> [WORK TO COMPLETE] The response should be the lines of the data, starting at the first and ending at the one that contains "0 #626167) drop-shadow(-2px", copied without change.

(Saved entries)
------------------------------------
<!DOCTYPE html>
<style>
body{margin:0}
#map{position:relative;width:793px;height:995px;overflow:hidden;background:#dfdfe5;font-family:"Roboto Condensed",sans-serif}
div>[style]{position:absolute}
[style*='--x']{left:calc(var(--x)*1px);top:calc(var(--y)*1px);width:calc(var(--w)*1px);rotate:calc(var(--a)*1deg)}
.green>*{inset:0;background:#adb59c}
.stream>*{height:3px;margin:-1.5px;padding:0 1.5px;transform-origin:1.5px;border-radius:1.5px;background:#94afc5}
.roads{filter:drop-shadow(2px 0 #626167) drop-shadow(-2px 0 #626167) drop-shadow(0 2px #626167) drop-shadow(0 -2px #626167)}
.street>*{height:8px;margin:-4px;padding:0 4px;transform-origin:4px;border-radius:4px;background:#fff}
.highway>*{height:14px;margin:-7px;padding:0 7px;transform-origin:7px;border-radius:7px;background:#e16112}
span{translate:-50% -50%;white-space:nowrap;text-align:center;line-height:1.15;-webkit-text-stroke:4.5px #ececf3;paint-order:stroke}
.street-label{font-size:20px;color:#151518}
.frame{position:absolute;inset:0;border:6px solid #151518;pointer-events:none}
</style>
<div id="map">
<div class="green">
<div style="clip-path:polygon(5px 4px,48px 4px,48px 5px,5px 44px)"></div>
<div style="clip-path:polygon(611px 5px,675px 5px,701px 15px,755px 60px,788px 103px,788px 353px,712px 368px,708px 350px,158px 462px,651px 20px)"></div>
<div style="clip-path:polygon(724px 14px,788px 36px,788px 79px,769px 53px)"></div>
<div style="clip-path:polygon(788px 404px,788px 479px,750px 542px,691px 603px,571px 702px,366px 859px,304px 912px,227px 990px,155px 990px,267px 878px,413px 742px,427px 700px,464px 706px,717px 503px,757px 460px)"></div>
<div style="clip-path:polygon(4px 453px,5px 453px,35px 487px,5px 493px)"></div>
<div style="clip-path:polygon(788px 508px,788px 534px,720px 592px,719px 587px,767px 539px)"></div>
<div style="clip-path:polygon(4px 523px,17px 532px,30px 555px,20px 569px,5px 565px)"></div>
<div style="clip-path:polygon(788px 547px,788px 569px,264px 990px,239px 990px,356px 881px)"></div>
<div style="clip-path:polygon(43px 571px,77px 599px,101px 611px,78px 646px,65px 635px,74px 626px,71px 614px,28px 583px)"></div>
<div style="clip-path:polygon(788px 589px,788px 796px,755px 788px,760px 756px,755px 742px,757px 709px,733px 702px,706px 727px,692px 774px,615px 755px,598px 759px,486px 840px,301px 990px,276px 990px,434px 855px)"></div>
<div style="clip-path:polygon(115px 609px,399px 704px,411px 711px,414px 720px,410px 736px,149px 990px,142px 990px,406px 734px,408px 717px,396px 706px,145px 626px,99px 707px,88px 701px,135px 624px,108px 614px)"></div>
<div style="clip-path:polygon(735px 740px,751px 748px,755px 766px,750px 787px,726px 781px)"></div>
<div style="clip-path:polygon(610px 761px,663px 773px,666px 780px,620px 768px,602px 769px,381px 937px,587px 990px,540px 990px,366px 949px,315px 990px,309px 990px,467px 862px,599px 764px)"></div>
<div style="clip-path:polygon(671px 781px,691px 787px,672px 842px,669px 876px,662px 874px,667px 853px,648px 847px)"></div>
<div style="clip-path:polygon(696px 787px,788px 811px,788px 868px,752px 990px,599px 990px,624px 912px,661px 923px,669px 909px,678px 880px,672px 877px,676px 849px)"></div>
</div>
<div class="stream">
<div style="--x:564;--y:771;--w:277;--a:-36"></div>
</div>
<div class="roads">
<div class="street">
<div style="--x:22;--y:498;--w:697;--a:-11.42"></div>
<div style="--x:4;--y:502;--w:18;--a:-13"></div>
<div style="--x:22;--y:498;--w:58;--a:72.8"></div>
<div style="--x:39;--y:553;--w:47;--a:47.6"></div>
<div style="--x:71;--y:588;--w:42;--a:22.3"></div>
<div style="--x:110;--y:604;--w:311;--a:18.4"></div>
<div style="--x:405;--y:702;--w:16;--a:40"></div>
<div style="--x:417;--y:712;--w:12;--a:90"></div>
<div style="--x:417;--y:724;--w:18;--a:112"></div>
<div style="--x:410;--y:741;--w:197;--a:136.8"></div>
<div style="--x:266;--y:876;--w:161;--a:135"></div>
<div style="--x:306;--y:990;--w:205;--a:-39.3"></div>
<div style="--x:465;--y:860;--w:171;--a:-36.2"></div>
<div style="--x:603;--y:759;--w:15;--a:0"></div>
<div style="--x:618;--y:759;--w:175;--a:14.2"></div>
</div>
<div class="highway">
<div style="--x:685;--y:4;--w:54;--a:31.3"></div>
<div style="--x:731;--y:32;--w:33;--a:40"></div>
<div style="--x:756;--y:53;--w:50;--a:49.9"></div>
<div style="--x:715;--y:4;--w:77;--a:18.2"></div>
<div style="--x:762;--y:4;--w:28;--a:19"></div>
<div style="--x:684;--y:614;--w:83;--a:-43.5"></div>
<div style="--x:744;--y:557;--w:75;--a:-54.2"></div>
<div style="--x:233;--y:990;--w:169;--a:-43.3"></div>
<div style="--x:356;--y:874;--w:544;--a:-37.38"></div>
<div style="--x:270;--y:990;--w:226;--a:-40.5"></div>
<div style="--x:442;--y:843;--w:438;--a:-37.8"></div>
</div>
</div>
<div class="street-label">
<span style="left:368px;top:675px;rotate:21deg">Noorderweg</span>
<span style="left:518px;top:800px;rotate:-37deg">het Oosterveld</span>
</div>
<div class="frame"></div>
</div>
------------------------------------
> [EXPECTED ANSWER]
<!DOCTYPE html>
<style>
body{margin:0}
#map{position:relative;width:793px;height:995px;overflow:hidden;background:#dfdfe5;font-family:"Roboto Condensed",sans-serif}
div>[style]{position:absolute}
[style*='--x']{left:calc(var(--x)*1px);top:calc(var(--y)*1px);width:calc(var(--w)*1px);rotate:calc(var(--a)*1deg)}
.green>*{inset:0;background:#adb59c}
.stream>*{height:3px;margin:-1.5px;padding:0 1.5px;transform-origin:1.5px;border-radius:1.5px;background:#94afc5}
.roads{filter:drop-shadow(2px 0 #626167) drop-shadow(-2px 0 #626167) drop-shadow(0 2px #626167) drop-shadow(0 -2px #626167)}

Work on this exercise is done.